**WHAT YOU WILL DO:** In the entries below, return only the line containing "<h2>Nearby<small></small></h2>" and those after it, exactly, through the last line.

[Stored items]

• • • • • • •

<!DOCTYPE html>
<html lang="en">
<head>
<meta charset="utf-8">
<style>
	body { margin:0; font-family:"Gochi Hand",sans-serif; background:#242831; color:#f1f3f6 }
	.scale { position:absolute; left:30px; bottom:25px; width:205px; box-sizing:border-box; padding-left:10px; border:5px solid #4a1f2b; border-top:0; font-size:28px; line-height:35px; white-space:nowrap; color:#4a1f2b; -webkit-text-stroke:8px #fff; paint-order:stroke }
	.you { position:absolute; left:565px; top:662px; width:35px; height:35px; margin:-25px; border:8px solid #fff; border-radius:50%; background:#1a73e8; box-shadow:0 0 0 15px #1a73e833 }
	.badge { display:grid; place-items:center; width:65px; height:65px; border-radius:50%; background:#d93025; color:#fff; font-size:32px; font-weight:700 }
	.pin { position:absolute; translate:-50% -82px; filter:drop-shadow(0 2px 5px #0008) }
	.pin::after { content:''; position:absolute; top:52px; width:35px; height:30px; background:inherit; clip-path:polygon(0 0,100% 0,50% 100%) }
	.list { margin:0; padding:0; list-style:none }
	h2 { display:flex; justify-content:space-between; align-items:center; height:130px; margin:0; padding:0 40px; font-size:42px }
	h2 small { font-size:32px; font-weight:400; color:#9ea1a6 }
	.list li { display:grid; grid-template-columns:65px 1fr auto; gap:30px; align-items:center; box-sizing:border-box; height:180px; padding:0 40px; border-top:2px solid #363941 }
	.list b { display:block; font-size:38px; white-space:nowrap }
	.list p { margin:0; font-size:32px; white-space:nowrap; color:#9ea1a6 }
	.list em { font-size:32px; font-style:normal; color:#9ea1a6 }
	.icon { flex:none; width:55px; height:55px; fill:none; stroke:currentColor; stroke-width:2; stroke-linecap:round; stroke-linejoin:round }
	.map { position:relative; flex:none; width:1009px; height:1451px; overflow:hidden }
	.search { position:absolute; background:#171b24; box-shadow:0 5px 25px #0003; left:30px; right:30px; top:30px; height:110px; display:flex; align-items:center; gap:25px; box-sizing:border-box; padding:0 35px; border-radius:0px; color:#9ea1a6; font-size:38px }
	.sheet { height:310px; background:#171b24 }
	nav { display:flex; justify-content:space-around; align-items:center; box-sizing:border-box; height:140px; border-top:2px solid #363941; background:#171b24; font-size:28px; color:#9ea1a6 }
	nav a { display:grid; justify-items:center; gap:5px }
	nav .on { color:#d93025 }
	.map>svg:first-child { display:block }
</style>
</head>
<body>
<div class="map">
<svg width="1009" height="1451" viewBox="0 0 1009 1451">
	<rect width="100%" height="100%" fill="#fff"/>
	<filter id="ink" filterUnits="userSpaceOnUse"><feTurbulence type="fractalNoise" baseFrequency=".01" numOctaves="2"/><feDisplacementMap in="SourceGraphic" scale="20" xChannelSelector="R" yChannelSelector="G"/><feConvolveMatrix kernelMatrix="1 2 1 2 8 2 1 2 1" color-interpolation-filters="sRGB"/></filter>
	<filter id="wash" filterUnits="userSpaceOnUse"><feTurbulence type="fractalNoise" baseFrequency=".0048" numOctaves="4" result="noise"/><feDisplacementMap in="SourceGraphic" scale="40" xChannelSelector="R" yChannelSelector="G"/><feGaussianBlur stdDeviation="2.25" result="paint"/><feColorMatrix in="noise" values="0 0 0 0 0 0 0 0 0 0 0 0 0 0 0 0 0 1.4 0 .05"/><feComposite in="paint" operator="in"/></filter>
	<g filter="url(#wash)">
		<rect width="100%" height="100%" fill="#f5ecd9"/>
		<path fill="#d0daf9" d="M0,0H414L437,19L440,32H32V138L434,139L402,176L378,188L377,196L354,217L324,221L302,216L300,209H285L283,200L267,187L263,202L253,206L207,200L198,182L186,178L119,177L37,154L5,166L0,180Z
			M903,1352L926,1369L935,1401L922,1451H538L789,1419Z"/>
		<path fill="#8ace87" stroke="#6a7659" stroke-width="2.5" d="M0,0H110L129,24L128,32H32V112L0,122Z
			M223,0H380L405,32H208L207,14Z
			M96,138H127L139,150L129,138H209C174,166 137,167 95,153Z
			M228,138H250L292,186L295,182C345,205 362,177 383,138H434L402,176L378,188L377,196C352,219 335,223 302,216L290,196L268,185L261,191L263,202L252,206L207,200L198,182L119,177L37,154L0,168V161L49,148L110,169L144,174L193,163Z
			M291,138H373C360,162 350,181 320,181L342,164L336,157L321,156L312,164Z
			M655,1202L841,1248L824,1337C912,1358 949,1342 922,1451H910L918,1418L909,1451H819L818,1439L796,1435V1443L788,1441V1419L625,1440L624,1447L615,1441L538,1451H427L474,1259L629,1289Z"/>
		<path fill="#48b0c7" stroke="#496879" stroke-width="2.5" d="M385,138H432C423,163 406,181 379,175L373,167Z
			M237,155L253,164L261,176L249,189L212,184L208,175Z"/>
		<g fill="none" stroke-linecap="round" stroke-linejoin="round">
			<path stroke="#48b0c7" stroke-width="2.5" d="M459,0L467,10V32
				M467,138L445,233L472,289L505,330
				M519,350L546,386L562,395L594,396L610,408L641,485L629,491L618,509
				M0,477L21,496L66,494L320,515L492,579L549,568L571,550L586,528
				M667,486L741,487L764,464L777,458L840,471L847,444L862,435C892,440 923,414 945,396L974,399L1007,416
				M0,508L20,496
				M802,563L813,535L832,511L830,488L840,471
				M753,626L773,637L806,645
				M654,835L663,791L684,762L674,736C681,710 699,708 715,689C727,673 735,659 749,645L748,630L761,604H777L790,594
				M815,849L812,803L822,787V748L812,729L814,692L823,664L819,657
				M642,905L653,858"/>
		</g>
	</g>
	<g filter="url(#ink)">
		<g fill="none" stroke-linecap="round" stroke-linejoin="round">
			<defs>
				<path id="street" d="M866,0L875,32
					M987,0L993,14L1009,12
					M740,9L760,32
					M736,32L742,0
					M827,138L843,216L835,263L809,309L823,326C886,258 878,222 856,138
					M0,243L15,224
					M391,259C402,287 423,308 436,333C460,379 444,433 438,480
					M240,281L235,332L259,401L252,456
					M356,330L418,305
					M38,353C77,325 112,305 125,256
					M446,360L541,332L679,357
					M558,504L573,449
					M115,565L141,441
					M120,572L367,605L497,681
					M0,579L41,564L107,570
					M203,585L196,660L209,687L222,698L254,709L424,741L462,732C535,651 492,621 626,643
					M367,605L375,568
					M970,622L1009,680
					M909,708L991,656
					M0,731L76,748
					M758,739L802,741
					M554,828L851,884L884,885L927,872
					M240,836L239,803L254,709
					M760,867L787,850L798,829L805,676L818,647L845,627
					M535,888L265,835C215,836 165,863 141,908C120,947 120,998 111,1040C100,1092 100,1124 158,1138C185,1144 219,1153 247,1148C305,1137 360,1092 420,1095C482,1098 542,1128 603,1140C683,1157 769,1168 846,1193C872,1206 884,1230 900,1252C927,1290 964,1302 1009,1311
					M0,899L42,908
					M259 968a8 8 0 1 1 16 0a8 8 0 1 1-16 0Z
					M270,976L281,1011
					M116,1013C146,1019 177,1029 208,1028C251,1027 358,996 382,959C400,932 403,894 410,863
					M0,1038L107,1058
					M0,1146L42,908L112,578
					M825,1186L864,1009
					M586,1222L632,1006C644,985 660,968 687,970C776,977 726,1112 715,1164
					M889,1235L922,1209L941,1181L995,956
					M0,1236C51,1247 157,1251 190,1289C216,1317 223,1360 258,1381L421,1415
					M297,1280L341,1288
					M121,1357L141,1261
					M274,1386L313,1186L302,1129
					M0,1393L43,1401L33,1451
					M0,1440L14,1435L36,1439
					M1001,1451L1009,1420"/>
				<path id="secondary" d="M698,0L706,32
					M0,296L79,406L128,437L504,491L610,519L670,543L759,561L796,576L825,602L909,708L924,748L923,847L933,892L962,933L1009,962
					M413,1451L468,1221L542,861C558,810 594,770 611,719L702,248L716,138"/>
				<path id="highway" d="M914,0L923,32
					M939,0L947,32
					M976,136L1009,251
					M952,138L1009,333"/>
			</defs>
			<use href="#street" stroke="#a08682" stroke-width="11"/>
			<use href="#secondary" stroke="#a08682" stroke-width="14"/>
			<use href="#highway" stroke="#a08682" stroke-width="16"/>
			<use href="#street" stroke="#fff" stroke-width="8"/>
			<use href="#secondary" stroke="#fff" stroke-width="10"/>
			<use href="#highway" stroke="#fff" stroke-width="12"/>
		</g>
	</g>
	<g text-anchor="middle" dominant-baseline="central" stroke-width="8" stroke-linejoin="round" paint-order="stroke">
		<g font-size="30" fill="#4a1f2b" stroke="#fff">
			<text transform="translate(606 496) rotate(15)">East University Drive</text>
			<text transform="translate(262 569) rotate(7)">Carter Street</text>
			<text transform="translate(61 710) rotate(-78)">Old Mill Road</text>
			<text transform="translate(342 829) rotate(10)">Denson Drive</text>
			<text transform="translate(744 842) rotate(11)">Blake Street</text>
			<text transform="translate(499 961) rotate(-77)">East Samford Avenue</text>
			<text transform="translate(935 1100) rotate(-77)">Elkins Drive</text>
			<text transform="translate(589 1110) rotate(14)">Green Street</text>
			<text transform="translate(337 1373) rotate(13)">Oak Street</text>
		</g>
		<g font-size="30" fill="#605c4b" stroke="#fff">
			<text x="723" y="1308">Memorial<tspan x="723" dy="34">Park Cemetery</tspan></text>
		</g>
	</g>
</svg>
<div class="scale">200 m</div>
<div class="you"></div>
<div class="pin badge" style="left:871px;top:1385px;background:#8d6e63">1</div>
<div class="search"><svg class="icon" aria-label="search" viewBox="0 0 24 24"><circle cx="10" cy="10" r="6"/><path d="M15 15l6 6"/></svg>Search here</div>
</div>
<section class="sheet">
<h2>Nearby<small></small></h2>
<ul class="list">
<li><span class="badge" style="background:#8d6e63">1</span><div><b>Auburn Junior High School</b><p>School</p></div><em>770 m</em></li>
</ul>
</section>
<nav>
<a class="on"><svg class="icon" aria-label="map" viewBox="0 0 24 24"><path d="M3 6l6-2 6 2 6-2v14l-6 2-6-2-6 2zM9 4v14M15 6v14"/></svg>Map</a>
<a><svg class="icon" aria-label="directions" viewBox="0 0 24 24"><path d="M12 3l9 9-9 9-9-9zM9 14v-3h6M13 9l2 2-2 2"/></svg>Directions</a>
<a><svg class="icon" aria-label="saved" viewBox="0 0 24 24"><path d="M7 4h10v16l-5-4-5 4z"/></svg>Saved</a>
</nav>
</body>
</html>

• • • • • • •

**EXPECTED OUTPUT:**
<h2>Nearby<small></small></h2>
<ul class="list">
<li><span class="badge" style="background:#8d6e63">1</span><div><b>Auburn Junior High School</b><p>School</p></div><em>770 m</em></li>
</ul>
</section>
<nav>
<a class="on"><svg class="icon" aria-label="map" viewBox="0 0 24 24"><path d="M3 6l6-2 6 2 6-2v14l-6 2-6-2-6 2zM9 4v14M15 6v14"/></svg>Map</a>
<a><svg class="icon" aria-label="directions" viewBox="0 0 24 24"><path d="M12 3l9 9-9 9-9-9zM9 14v-3h6M13 9l2 2-2 2"/></svg>Directions</a>
<a><svg class="icon" aria-label="saved" viewBox="0 0 24 24"><path d="M7 4h10v16l-5-4-5 4z"/></svg>Saved</a>
</nav>
</body>
</html>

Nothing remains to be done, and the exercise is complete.